Navigating the Cofounder Relationship

Co-founders are great. They provide support when times are hard, ideas can be bounced off of them when the rest of the world is asleep, and they (hopefully) have a skillset that is the yin to your yang. But in the life of a startup, the co-founder relationship can become strained, and can even lead to the death of an otherwise successful company. According to an article from Fortune, 23% of startups fail because of team issues, and another 13% cite disharmony on the team as the cause for failure.

When I was running the social polling startup Pyne, I moved in with my co-founder as a way to save money, as well as a way to give us the opportunity to focus on the business as much as possible. Quickly our work and personal lives became inseparable. In a lot of ways this was a good thing; we spent many nights talking until sunrise about the company and we had a massive whiteboard at home where running lists of tasks and ideas could be kept front and center.

One of the best things about living together was that when something wasn’t going right -- or if anything broke -- we could put our heads together and work to solve the issue immediately. And then have a beer with each other to celebrate. But this post isn’t about the pros of the co-founder relationship, it is about one thing that founders can do when disharmony arises.

During the course of living together and working on Pyne, my co-founder and I had discussions ranging from which name and logo we should choose, to how to divide the grocery bill. And as it goes when being in business with someone, or living with someone, there will be disagreements. I remember one of ours very well. We were having a discussion about the best way to redesign the onboarding system for our app. It had become clear that our current process had too much friction, and it was causing users to drop off. This was a major problem for our business and we both had strong ideas on how to solve it.

As we talked about possible solutions, the conversation lead to a disagreement, which then turned into an argument, and before I knew it we were at each other’s throats. What started out as a productive meeting about a real problem, had now become a fight that was quickly getting out of control. It was at that point I started thinking, We never have these sort of arguments… what’s going on here?

Waiting for the next break in the back and forth, I asked a simple question that has gone on to help me several times since: Do we want the same thing?

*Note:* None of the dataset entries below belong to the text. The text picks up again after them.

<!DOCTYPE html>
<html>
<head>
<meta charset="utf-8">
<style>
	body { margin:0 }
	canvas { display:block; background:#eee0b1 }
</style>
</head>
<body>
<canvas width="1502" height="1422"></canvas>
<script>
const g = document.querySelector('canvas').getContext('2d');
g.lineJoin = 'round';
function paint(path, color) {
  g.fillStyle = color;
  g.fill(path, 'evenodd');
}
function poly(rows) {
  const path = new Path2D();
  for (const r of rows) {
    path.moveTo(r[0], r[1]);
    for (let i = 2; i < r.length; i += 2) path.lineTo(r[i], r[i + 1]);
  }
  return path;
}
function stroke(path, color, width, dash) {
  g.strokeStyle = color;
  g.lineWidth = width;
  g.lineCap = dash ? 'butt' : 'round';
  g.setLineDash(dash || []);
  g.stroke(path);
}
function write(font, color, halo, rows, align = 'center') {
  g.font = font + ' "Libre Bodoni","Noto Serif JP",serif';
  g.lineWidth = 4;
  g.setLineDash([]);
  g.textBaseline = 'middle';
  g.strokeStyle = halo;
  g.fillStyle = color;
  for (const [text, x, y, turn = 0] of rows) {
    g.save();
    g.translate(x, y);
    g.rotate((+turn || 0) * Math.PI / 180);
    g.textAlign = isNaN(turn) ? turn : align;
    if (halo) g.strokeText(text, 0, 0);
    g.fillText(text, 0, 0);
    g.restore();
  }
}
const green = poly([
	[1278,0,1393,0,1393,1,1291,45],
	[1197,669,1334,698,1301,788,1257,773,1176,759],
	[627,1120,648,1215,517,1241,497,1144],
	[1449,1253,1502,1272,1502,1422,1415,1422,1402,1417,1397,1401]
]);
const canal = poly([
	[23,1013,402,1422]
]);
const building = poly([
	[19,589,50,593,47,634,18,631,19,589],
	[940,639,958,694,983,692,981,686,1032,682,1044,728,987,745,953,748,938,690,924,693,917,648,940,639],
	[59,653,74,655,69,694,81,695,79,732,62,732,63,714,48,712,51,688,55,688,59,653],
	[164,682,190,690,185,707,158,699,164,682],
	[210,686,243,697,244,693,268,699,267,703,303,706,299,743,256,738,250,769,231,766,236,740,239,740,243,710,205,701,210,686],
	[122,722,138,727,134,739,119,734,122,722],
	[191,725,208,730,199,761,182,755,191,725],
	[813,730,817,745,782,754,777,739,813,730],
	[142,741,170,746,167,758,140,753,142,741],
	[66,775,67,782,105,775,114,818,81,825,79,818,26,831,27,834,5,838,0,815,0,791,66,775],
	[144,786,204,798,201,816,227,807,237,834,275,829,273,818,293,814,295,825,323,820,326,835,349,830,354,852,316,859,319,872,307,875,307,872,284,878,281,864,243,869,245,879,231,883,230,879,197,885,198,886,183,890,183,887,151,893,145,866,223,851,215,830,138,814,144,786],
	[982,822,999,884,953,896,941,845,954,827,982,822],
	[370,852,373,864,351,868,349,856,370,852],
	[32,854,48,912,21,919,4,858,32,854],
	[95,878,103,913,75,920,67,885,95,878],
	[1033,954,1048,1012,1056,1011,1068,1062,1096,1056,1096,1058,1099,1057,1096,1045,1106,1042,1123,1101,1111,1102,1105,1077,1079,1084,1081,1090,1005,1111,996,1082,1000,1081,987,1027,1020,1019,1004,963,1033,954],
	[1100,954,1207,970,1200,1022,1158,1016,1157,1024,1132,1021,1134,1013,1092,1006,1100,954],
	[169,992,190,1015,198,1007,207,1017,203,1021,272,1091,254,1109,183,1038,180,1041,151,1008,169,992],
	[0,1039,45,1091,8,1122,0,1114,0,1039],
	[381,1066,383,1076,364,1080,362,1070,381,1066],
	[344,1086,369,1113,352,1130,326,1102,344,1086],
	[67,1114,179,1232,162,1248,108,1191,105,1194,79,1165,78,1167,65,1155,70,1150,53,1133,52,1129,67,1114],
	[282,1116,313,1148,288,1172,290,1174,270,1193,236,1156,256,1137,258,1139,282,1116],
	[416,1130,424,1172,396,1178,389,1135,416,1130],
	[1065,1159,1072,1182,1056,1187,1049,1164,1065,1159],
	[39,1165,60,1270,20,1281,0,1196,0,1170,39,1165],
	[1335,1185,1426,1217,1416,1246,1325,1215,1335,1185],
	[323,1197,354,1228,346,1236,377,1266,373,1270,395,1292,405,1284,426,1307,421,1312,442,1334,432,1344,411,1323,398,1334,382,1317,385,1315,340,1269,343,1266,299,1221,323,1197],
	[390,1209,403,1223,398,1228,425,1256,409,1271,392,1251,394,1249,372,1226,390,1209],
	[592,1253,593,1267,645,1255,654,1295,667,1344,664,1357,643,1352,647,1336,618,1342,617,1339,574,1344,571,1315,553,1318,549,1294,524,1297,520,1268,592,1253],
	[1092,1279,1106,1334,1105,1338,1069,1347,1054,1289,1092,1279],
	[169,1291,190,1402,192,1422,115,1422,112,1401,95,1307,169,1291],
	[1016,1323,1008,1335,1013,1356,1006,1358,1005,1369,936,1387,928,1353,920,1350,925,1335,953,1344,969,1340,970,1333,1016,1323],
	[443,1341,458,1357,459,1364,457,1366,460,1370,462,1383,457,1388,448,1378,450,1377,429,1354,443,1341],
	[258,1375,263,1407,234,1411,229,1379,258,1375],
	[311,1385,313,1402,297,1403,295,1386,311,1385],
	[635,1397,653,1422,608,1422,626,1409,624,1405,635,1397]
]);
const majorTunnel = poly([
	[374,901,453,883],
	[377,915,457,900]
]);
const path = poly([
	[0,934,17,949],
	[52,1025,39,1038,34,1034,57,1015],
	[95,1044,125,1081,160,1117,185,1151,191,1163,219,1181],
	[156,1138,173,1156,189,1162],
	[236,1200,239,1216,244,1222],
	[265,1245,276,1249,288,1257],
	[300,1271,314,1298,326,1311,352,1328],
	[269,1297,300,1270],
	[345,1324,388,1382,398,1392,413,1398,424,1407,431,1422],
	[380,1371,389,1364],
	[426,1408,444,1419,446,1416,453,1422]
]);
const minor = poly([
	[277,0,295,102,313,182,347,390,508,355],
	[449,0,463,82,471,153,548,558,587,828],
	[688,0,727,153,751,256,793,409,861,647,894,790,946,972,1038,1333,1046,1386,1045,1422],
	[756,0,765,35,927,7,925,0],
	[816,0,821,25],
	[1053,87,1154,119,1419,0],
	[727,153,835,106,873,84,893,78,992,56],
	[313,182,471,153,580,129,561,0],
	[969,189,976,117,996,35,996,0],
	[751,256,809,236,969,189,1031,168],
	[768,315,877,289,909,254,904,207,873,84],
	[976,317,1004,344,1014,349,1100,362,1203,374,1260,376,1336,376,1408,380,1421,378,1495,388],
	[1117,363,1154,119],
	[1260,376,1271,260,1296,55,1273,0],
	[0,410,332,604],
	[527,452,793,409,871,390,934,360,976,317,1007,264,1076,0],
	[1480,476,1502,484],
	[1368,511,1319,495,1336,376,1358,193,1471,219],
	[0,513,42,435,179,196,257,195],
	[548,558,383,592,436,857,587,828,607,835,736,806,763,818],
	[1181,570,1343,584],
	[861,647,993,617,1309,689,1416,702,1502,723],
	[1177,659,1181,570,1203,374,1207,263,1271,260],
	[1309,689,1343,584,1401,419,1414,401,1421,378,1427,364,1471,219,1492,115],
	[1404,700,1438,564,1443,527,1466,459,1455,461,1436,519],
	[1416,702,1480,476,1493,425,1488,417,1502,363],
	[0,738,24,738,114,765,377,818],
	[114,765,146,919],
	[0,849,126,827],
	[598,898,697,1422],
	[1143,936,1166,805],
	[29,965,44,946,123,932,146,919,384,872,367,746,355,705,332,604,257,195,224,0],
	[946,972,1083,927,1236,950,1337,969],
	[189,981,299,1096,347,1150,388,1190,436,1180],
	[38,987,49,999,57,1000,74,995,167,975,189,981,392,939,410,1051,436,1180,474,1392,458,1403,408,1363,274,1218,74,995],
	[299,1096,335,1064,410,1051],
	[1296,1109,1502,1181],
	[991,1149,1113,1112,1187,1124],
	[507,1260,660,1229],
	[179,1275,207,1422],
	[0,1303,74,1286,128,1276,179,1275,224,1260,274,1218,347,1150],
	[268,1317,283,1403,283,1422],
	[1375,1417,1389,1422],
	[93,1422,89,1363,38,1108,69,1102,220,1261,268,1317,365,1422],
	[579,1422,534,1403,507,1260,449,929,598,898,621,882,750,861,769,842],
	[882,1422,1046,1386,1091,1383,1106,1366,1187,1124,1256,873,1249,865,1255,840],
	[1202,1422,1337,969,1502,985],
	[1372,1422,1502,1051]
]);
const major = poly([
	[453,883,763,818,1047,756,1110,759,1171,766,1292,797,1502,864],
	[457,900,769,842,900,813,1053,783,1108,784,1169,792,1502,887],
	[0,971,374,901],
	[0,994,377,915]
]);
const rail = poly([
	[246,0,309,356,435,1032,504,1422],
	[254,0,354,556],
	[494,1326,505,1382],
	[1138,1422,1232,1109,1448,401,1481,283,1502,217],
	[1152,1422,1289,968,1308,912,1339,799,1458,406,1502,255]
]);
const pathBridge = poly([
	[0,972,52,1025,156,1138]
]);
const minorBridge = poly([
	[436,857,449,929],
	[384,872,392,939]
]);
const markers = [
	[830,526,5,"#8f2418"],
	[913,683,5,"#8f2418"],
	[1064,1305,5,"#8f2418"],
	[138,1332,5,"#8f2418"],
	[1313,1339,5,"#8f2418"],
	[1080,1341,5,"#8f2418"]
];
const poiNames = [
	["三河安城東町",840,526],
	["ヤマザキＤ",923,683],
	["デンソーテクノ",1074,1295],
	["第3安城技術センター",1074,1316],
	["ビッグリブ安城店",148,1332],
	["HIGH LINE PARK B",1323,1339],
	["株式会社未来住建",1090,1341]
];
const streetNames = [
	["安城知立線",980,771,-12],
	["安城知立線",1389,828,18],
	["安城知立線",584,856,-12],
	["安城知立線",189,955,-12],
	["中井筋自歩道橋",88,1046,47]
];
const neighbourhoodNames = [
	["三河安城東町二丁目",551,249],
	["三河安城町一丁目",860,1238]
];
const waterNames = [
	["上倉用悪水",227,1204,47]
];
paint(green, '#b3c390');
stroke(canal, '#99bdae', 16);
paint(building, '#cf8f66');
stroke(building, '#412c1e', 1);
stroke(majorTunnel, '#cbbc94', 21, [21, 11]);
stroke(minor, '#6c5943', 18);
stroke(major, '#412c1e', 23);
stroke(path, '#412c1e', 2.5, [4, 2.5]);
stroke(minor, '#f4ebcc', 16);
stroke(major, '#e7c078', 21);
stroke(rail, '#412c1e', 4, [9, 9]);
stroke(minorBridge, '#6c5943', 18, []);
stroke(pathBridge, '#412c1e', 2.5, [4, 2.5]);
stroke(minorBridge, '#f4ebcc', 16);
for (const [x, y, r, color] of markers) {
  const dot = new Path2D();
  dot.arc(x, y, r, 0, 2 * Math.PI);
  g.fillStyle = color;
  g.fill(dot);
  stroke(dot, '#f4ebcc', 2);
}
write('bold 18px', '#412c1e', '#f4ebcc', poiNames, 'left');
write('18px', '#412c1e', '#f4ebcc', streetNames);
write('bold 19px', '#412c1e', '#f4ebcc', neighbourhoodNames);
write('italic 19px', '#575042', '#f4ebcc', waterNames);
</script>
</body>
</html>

That simple, yet powerful question turned our argument back into a conversation. What did we want? After a couple of minutes, we both acknowledged that all we really wanted was what was best for the business. This also led us to realize that we had many other stress points on our minds that needed to be talked about. But we were only able to get to that place of agreement by taking a step back.

The key takeaway here? When arguments between co-founders start to escalate, it’s time to take a step back and try to understand the actual factors at hand -- and talk about where each founder sees their future going. Because in the world of startup hyper stress, the issue that is driving an argument may not be the only factor. That is why it is important to gain perspective and re-establish what each founder wants, and determine other things that might be adding to the disagreement.

In our case, we both wanted the same thing, which is great. However, sometimes the answer to the question is not as straightforward. While it’s not ideal if co-founders want different things, at least an appropriate conversation can be started. By re-establishing the long term goals of each founder, the lines of communication can be opened and a solution can be worked toward.

The co-founder relationship is one of the most incredible and transformative experiences that can be shared with another person. By being able to successfully navigate your relationship through the hard times, you will be able to celebrate with each other during the good times.